SCÉNARIO 1 : LAIT HIGH-TECH ET DÉMONDIALISATION

Les pays importateurs d'aujourd'hui ont développé leur propre filière de production laitière afin d'être autonomes vis-à-vis d'une Europe laitière fragilisée par de nouvelles épizooties (de type FCO ou Schmallenberg). Les transformateurs français exportent leur savoir-faire en implantant des usines au plus près des consommateurs de ces pays émergents. Ils font aussi valoir leur maîtrise technologique innovante (craking.) pour exporter des poudres high-tech sur les marchés internationaux. L'offre et la demande s'équilibrent entre une consommation en PGC qui reste stable, des exportations de produits industriels de seconde transformation, et une production européenne atténuée par des problèmes sanitaires.

En France, deux types d'exploitations laitières coexistent. D'une part, un modèle dominant de grandes exploitations très spécialisées, alliant développement du salariat, généralisation de l'automatisation et achat de l'alimentation. Il est soutenu par des investissements extérieurs à la filière : des coopératives céréalières qui assurent leurs débouchés et d'autres financiers, rassurés par la cohérence de l'organisation des producteurs. D'autre part, un modèle minoritaire d'exploitations familiales dispersées sur le territoire, ancré dans l'agro-écologie, approvisionne des marchés de proximité. Il est soutenu par des politiques d'aménagement qui mobilisent les aides du second pilier de la Pac.
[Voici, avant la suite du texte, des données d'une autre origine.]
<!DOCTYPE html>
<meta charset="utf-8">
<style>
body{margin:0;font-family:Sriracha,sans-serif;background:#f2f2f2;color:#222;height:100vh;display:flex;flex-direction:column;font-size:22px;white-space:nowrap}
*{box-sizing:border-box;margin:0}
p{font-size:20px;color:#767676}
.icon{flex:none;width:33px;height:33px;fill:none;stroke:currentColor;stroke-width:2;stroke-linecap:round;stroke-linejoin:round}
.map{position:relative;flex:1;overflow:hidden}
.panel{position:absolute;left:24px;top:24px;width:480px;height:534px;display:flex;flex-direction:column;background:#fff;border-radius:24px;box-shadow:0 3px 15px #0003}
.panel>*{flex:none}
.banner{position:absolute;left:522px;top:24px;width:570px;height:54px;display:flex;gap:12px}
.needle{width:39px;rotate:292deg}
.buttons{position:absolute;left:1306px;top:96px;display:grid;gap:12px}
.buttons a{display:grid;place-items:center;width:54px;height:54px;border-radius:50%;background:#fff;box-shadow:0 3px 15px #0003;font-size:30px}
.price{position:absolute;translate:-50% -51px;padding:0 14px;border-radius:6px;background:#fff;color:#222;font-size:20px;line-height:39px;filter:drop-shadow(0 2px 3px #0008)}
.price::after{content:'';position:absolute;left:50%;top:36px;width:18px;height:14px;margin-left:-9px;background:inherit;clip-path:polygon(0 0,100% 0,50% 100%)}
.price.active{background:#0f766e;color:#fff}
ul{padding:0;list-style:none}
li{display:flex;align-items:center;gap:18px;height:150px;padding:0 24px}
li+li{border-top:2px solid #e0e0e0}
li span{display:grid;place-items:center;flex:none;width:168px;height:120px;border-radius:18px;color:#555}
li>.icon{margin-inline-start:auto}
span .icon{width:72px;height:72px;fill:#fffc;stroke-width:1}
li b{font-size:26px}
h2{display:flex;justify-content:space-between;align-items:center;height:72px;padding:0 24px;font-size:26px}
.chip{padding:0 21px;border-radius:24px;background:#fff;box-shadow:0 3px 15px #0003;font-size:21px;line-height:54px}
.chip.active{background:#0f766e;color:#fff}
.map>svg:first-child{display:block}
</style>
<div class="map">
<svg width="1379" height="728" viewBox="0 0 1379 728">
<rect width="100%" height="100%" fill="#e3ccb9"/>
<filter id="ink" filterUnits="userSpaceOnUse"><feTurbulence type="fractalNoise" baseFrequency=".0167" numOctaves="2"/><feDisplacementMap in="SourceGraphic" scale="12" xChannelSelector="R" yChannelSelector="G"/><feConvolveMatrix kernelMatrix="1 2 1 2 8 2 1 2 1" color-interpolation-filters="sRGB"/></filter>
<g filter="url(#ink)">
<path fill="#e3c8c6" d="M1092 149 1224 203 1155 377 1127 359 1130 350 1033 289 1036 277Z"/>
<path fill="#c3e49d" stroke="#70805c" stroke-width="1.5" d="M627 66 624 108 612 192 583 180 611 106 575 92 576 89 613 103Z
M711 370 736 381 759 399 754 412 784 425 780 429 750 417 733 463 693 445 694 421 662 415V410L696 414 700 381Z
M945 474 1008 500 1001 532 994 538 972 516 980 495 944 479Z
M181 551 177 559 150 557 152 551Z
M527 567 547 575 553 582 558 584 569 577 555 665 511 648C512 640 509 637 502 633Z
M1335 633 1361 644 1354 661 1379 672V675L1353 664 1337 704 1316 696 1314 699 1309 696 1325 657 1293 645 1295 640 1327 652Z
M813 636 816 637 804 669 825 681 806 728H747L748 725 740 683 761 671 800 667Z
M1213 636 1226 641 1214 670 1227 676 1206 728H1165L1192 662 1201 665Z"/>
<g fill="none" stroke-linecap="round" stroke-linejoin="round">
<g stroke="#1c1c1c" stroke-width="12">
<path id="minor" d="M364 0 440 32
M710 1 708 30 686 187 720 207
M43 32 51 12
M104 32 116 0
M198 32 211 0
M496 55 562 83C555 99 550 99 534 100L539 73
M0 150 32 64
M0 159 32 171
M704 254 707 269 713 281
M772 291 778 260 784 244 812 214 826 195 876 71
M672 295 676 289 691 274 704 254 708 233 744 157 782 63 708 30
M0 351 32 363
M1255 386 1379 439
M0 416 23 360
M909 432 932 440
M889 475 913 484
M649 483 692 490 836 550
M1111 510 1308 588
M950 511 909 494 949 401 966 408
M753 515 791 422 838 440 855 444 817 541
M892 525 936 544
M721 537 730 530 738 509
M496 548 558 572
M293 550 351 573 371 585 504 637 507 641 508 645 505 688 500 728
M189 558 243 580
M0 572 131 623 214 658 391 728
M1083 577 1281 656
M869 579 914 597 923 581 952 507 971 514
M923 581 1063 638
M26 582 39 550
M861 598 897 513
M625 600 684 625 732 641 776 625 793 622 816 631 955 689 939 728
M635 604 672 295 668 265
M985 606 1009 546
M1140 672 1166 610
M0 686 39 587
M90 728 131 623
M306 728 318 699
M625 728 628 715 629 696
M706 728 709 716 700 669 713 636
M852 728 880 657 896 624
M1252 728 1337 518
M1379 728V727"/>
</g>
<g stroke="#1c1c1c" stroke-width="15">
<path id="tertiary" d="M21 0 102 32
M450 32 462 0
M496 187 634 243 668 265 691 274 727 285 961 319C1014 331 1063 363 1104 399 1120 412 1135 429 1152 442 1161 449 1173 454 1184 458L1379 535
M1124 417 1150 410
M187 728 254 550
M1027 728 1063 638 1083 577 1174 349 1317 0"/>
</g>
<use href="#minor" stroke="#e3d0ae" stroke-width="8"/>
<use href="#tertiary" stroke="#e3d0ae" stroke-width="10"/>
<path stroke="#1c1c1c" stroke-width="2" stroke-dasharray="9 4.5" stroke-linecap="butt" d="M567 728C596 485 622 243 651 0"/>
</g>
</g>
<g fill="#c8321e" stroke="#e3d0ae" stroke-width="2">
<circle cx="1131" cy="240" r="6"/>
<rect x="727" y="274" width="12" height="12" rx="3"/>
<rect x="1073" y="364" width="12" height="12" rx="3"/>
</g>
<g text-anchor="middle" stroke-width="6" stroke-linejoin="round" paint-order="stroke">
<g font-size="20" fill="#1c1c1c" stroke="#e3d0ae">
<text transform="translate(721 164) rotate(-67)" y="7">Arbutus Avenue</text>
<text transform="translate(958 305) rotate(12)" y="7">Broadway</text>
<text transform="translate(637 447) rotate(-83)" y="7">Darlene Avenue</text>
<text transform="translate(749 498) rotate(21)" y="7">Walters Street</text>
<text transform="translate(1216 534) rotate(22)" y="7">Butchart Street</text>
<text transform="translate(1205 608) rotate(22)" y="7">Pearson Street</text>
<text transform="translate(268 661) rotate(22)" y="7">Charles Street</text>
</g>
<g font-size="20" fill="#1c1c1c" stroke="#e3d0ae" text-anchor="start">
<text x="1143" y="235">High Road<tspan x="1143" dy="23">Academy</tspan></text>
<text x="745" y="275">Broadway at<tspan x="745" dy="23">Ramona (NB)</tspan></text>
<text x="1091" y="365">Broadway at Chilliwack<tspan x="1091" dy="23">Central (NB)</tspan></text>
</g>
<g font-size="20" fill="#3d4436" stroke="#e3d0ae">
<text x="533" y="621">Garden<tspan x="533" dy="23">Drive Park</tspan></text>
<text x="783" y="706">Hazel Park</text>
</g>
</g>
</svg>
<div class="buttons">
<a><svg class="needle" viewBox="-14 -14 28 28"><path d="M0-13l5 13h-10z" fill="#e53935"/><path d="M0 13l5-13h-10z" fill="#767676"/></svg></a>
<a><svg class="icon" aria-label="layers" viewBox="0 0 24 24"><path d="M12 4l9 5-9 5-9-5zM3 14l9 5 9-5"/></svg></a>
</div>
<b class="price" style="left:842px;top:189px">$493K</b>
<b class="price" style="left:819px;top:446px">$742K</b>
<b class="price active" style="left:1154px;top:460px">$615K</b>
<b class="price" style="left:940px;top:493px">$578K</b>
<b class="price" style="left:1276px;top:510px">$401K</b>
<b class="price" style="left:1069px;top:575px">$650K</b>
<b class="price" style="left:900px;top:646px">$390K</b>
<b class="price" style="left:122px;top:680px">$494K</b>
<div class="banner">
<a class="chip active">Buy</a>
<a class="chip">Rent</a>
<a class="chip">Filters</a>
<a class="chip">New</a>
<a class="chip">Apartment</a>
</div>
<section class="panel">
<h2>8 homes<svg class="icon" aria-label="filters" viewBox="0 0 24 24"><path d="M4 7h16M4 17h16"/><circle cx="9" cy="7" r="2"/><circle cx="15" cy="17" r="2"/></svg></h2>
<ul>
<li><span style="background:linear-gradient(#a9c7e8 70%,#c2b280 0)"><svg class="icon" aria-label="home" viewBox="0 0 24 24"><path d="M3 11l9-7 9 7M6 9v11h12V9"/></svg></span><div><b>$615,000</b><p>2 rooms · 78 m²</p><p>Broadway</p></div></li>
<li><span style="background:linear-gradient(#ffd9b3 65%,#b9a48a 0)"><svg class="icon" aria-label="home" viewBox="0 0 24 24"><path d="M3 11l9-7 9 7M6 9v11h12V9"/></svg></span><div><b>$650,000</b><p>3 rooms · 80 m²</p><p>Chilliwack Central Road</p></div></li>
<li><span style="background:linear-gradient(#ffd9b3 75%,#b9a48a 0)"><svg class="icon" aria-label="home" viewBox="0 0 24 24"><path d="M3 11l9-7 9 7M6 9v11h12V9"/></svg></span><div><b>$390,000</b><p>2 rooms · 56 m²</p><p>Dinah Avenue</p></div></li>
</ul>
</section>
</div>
SCÉNARIO 2 : LA SPIRALE CONCURRENTIELLE

Renforcée par la crise économique qui persiste et les discours antilait, la consommation de produits laitiers en Europe baisse. Elle est en partie compensée par une progression de la demande dans les pays émergents. Sans régulation de l'offre, la collecte laitière est en hausse depuis la fin des quotas. S'enclenche alors une baisse des prix à la production que seules les exploitations les plus performantes peuvent supporter. Par ailleurs, les consommateurs réalisent leurs achats alimentaires quasi exclusivement via internet. La grande distribution, qui n'a pas anticipé ce basculement, s'effondre au profit de transformateurs-distributeurs plus aptes à maîtriser la logistique nécessaire à ce nouveau mode de consommation. Dans le monde, le changement climatique concentre la production laitière dans les pays tempérés. Les industriels laitiers européens les plus performants renouent avec une stratégie « coûts/volumes » et la concentration des outils industriels s'accélère. Cette course à la taille pour s'imposer sur les marchés aboutit à une entente tacite entre un petit nombre d'acteurs survivants. Ces géants transformateurs-distributeurs encouragent la création de grandes fermes spécialisées proches des sites de transformation et participent à leur capitalisation. Le nombre d'exploitations en France s'est effondré et la ferme des 1 000 vaches devient la norme.

SCÉNARIO 3 : UNE FILIÈRE RÉGULÉE ET CONQUÉRANTE

Dans un climat économique plus serein en Europe, la consommation de produits laitiers est relancée avec de nouveaux consommateurs attentifs aux produits de tradition, à l'étiquetage environnemental et au respect du bien-être animal.

Les grands pays importateurs ont développé leur propre production laitière pour devenir autonomes et les industriels européens s'y implantent en amenant leurs technologies.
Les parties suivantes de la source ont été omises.